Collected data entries
····················
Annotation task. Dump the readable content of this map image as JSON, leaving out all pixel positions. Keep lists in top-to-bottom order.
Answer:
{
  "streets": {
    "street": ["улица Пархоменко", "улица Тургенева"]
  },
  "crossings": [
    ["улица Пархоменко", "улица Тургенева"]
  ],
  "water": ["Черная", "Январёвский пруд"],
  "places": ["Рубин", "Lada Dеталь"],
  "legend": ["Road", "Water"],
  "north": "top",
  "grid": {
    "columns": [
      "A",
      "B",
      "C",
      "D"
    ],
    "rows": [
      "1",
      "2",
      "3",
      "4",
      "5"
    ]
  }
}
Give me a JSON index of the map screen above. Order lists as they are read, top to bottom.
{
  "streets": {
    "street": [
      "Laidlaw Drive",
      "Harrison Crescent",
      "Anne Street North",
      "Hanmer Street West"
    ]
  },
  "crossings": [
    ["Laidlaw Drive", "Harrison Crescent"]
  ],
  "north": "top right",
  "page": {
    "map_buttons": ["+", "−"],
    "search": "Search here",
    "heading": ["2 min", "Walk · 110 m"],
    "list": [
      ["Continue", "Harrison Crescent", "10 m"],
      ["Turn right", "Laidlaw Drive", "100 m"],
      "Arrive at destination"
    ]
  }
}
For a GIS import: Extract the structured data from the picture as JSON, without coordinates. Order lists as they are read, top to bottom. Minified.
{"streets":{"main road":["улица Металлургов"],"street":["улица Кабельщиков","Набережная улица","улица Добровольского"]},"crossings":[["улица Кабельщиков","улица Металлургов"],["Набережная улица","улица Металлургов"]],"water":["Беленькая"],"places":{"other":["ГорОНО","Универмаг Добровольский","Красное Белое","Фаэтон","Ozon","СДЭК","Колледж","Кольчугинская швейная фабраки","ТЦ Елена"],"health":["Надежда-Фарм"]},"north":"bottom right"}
····················
- [Required action]:
Retype the entries above. Match them exactly.

- [Answer section]:
Annotation task. Dump the readable content of this map image as JSON, leaving out all pixel positions. Keep lists in top-to-bottom order.
Answer:
{
  "streets": {
    "street": ["улица Пархоменко", "улица Тургенева"]
  },
  "crossings": [
    ["улица Пархоменко", "улица Тургенева"]
  ],
  "water": ["Черная", "Январёвский пруд"],
  "places": ["Рубин", "Lada Dеталь"],
  "legend": ["Road", "Water"],
  "north": "top",
  "grid": {
    "columns": [
      "A",
      "B",
      "C",
      "D"
    ],
    "rows": [
      "1",
      "2",
      "3",
      "4",
      "5"
    ]
  }
}
Give me a JSON index of the map screen above. Order lists as they are read, top to bottom.
{
  "streets": {
    "street": [
      "Laidlaw Drive",
      "Harrison Crescent",
      "Anne Street North",
      "Hanmer Street West"
    ]
  },
  "crossings": [
    ["Laidlaw Drive", "Harrison Crescent"]
  ],
  "north": "top right",
  "page": {
    "map_buttons": ["+", "−"],
    "search": "Search here",
    "heading": ["2 min", "Walk · 110 m"],
    "list": [
      ["Continue", "Harrison Crescent", "10 m"],
      ["Turn right", "Laidlaw Drive", "100 m"],
      "Arrive at destination"
    ]
  }
}
For a GIS import: Extract the structured data from the picture as JSON, without coordinates. Order lists as they are read, top to bottom. Minified.
{"streets":{"main road":["улица Металлургов"],"street":["улица Кабельщиков","Набережная улица","улица Добровольского"]},"crossings":[["улица Кабельщиков","улица Металлургов"],["Набережная улица","улица Металлургов"]],"water":["Беленькая"],"places":{"other":["ГорОНО","Универмаг Добровольский","Красное Белое","Фаэтон","Ozon","СДЭК","Колледж","Кольчугинская швейная фабраки","ТЦ Елена"],"health":["Надежда-Фарм"]},"north":"bottom right"}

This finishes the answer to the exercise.